◆ Required action
Tell how many lines contain the string "heat" in the material underneath; the reply is that number and no more.
-------------------------
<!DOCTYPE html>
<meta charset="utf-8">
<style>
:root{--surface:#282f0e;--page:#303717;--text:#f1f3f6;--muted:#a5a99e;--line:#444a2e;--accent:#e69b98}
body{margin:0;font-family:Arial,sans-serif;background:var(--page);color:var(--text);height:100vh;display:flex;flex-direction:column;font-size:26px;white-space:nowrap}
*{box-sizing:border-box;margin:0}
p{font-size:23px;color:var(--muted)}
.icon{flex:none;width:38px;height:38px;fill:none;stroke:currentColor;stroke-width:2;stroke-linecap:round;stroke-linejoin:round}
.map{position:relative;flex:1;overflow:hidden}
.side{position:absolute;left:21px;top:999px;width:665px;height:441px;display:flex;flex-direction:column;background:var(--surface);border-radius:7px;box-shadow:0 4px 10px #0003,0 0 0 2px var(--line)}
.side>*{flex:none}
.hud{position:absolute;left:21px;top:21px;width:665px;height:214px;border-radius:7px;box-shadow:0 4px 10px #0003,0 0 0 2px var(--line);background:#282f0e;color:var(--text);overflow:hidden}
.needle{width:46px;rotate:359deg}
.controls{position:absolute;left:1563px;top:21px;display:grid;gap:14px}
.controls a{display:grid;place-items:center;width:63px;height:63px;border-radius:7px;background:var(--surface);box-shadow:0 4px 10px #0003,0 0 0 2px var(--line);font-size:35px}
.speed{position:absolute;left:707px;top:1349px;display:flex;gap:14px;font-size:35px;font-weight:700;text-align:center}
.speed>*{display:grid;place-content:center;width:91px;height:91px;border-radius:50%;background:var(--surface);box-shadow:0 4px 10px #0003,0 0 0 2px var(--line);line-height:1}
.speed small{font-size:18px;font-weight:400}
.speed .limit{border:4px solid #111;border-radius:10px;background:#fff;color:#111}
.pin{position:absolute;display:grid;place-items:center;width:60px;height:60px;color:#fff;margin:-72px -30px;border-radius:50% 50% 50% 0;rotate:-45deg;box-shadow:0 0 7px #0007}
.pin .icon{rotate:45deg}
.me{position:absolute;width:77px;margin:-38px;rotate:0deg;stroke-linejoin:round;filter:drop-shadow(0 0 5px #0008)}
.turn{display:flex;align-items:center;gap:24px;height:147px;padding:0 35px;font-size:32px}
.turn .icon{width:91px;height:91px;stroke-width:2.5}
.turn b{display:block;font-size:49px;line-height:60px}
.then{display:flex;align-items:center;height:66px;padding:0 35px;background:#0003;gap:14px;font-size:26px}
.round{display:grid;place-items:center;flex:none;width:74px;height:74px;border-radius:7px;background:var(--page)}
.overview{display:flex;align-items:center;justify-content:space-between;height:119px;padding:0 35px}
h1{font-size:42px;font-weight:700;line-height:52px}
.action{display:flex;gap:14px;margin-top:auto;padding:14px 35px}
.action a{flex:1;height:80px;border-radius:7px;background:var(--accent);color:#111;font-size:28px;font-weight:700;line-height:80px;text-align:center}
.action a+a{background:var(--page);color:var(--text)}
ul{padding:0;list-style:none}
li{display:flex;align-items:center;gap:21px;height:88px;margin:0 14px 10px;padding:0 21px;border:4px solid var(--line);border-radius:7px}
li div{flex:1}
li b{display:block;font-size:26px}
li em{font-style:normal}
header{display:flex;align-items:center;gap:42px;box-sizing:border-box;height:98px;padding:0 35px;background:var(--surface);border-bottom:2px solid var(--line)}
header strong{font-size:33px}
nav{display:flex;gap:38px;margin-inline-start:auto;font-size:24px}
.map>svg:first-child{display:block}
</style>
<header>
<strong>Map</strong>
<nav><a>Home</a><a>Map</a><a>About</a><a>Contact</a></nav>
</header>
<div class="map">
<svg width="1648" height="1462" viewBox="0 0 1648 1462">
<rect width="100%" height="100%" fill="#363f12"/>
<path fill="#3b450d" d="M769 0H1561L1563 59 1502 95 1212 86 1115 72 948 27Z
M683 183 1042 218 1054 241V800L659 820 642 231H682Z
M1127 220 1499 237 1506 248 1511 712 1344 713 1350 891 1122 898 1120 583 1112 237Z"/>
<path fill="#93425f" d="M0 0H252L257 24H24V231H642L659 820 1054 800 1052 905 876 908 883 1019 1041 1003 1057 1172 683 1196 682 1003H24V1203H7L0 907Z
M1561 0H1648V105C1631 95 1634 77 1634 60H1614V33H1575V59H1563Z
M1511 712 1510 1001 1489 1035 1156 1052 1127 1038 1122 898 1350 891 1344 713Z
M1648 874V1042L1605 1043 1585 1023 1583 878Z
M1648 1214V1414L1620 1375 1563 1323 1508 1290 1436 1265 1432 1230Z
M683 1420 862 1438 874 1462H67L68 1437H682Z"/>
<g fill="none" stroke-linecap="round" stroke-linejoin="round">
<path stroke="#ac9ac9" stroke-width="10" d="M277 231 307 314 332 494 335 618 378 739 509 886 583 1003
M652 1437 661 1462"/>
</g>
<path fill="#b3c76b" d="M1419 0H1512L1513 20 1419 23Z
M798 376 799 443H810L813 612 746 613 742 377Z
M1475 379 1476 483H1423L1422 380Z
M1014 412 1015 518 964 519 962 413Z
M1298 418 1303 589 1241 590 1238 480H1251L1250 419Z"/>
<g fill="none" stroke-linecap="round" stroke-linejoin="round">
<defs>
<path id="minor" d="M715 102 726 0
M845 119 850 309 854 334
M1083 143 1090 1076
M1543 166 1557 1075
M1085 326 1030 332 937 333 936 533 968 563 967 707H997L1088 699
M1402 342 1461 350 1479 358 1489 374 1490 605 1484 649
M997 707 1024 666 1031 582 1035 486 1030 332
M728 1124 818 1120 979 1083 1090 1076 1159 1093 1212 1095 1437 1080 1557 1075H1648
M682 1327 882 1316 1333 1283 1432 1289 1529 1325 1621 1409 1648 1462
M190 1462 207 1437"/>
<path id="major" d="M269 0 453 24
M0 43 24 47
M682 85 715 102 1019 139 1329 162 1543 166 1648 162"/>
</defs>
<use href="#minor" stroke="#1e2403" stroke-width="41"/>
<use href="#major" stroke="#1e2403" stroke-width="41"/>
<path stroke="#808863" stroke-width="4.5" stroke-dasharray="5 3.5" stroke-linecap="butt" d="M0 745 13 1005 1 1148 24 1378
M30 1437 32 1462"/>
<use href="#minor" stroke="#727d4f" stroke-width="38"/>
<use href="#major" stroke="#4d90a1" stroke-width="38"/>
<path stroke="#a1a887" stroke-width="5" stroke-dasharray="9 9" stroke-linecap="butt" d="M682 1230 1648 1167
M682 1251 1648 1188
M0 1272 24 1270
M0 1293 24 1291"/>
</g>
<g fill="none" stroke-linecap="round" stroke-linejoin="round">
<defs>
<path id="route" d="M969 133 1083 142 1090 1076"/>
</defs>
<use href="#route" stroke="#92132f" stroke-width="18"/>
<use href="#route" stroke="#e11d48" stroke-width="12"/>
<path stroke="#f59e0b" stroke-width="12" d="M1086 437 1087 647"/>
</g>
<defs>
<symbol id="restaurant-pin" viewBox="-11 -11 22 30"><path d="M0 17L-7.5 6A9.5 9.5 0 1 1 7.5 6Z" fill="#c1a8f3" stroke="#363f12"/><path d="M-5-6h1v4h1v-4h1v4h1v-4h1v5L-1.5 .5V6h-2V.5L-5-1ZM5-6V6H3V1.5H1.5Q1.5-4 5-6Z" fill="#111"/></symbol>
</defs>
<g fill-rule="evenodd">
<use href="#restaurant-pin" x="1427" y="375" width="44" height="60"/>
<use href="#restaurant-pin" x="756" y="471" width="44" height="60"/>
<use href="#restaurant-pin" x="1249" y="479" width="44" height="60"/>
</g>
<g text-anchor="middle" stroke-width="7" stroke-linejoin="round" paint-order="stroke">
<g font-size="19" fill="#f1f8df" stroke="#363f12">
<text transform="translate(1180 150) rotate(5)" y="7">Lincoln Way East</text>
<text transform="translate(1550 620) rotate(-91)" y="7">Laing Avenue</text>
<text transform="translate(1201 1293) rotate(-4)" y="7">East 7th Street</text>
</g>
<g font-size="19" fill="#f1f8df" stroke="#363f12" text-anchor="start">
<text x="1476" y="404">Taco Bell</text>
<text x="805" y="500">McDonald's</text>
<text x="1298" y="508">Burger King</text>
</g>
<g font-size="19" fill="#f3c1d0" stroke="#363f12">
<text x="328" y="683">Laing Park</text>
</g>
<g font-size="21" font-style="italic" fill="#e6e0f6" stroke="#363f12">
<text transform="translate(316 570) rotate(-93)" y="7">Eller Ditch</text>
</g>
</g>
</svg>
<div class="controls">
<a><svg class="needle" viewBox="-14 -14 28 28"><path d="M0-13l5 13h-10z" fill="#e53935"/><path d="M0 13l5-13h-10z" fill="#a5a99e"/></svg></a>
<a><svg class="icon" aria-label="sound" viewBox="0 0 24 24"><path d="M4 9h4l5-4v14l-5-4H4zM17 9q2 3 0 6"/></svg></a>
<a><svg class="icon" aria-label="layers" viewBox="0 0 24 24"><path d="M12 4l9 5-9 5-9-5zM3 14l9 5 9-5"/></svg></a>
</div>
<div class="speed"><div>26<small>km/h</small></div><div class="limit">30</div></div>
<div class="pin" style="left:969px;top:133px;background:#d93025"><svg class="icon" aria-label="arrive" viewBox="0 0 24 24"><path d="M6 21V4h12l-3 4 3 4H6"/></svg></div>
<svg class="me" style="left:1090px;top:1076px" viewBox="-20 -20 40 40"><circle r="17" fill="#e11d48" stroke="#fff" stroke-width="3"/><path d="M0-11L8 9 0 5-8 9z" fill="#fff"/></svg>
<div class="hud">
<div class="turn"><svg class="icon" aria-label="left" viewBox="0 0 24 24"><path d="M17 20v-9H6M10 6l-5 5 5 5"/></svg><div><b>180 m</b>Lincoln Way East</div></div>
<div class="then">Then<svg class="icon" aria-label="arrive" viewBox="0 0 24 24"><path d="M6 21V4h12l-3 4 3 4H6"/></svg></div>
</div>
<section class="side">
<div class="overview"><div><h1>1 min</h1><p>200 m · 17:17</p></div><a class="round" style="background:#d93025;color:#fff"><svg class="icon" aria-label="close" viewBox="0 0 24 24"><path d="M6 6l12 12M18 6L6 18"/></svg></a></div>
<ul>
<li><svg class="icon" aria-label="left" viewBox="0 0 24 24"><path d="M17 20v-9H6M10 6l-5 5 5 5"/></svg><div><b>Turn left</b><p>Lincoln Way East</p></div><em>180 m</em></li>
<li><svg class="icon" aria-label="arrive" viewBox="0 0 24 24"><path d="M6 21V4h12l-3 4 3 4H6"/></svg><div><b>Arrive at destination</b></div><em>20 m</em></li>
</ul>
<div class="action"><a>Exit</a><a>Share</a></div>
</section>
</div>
-------------------------
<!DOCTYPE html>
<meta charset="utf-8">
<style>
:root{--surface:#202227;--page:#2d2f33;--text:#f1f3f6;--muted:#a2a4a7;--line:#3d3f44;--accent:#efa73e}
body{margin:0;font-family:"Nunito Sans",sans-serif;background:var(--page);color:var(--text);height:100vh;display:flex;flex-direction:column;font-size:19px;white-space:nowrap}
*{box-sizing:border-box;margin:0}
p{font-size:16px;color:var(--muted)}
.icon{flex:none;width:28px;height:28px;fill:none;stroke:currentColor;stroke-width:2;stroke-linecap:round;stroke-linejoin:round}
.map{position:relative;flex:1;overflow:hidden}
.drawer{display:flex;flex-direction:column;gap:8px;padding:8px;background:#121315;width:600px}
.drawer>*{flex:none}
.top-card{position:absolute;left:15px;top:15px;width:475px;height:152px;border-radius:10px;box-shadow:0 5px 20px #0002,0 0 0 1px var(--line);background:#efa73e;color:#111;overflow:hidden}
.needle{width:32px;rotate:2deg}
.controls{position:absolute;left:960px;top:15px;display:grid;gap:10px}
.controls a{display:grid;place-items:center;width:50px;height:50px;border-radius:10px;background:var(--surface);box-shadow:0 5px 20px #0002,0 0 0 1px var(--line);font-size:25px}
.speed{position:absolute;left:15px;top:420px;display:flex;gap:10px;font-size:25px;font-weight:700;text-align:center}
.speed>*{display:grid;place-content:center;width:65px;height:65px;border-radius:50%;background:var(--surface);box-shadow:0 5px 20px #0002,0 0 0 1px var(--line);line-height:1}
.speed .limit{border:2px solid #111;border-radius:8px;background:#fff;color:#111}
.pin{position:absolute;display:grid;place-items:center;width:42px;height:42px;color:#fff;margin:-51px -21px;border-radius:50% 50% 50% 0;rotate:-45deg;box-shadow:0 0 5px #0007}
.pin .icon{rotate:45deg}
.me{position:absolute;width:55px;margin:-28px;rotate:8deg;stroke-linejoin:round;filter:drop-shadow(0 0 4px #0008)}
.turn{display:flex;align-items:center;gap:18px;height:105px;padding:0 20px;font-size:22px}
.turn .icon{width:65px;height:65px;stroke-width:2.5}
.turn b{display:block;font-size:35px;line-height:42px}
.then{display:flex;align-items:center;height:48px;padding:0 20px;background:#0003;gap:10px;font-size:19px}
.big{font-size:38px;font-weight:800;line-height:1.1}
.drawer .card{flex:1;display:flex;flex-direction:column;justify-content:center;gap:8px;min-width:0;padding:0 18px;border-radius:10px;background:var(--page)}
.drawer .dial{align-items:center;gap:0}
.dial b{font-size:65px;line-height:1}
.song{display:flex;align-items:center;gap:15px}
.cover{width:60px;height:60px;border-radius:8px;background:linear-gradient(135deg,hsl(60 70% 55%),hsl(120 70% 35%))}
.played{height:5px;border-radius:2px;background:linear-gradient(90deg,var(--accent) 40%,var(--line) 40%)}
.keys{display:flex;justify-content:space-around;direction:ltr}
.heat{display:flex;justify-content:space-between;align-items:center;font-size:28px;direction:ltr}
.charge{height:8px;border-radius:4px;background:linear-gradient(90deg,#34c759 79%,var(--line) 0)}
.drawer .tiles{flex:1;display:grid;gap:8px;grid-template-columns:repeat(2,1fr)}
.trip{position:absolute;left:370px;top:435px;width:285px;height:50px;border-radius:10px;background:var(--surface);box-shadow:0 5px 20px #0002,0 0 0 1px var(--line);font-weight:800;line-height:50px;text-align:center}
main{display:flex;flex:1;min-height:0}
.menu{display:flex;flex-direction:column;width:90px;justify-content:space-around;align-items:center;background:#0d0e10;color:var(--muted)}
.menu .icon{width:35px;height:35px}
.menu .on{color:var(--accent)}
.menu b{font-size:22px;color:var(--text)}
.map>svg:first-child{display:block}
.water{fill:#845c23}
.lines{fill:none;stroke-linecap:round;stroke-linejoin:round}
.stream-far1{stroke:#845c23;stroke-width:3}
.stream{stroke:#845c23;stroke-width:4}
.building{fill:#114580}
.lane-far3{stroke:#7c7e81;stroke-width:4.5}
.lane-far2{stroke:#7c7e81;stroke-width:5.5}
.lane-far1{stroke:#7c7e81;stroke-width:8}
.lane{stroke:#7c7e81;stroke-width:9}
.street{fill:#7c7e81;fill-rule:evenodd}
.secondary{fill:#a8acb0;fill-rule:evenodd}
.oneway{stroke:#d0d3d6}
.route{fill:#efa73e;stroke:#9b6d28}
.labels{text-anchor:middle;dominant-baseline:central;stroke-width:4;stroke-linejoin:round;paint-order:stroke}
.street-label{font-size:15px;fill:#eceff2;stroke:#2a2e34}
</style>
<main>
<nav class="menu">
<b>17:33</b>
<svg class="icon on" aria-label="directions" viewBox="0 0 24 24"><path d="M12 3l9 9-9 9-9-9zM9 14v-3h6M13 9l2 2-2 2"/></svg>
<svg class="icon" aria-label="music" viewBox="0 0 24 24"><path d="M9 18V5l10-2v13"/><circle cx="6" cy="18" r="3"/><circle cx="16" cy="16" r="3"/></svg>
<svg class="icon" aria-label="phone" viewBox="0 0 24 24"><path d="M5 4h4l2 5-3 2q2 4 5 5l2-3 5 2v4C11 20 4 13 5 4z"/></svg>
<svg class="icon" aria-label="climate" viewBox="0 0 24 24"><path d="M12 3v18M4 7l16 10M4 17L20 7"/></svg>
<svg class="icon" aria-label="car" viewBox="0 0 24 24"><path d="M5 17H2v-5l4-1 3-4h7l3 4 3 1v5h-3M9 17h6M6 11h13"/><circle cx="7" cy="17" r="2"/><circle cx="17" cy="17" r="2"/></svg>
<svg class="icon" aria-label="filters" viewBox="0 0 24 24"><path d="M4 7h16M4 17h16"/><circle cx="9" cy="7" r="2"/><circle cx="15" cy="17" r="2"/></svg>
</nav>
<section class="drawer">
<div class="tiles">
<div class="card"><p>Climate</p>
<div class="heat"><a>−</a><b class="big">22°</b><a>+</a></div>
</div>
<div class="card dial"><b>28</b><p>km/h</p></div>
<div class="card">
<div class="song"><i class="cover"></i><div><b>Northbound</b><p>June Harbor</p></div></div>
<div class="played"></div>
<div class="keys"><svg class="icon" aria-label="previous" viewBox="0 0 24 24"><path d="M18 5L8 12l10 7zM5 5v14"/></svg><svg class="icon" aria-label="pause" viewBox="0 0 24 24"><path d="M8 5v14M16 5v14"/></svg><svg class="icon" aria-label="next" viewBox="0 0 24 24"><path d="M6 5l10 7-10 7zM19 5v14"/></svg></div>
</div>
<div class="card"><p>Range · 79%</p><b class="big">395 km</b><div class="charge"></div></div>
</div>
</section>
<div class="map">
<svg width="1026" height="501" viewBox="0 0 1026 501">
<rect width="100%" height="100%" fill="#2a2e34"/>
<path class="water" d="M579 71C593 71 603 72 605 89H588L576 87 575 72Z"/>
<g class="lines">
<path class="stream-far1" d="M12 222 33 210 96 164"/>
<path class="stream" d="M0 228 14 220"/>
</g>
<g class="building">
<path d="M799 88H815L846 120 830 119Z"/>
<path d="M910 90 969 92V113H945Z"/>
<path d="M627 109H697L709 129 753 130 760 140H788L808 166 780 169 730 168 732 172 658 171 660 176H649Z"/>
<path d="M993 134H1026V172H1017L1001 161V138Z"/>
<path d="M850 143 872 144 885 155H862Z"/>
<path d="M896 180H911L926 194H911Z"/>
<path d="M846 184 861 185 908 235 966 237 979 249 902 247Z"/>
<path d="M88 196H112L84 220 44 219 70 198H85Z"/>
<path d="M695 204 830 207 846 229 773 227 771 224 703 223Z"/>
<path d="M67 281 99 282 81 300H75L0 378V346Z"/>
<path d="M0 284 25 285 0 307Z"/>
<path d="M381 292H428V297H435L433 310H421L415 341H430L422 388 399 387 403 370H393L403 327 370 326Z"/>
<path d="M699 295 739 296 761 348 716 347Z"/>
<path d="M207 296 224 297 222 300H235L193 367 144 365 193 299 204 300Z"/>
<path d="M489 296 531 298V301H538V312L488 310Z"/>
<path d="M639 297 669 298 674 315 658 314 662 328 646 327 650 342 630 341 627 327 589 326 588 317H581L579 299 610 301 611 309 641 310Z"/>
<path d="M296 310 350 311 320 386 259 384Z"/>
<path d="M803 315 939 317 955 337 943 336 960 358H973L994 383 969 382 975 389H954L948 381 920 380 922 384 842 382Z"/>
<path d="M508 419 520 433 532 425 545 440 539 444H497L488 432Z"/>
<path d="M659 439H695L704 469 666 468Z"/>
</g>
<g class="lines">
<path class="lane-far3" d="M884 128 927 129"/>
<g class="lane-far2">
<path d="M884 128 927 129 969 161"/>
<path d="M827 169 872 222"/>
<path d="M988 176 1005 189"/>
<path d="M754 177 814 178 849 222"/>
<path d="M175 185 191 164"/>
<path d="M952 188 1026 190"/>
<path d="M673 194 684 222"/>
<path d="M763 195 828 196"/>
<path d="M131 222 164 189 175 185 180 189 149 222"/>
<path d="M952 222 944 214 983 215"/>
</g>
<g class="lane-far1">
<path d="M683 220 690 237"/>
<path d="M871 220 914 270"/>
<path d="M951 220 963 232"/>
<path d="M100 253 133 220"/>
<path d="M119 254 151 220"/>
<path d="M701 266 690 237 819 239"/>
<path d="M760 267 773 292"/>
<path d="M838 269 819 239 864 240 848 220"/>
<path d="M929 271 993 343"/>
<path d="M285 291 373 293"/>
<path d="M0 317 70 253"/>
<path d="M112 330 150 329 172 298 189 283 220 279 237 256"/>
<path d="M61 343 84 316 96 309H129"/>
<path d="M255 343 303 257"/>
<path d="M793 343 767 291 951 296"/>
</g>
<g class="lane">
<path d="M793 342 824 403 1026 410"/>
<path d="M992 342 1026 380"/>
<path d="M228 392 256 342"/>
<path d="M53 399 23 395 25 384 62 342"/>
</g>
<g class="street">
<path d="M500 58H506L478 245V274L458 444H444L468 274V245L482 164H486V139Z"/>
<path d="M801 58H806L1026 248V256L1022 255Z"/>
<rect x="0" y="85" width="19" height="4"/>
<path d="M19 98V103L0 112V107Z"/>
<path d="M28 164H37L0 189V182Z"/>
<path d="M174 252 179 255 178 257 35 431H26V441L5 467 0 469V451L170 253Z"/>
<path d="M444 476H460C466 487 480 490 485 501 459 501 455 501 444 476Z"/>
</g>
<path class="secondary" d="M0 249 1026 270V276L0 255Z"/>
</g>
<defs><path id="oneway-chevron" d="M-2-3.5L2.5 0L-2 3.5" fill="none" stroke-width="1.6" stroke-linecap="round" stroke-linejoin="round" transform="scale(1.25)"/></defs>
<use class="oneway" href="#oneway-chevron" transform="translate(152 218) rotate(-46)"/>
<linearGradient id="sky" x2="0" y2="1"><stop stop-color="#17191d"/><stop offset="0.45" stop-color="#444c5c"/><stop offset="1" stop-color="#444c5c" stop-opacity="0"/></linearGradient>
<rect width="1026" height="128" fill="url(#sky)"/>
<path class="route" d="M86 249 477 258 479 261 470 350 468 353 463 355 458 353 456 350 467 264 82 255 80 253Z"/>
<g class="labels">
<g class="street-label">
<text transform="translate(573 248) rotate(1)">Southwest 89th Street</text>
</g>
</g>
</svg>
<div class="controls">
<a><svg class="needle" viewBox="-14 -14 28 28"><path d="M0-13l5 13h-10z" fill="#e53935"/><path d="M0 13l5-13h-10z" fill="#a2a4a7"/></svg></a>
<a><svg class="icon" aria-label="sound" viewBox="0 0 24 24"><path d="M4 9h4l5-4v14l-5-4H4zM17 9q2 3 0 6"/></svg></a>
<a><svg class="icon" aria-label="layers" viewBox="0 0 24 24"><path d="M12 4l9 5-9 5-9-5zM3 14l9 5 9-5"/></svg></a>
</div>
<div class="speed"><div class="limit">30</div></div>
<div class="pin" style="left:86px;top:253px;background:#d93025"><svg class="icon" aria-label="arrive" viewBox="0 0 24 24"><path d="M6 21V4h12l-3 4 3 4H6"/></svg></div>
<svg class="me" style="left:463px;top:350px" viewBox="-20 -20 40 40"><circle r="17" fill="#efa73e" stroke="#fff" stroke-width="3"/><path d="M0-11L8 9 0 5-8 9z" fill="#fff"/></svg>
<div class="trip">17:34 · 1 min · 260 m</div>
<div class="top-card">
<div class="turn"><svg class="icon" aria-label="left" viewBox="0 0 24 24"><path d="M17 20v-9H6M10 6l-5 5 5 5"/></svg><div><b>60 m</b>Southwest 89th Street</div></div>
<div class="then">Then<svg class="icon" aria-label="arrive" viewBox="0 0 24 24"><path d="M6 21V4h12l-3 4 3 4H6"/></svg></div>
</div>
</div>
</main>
-------------------------
◆ Solution
2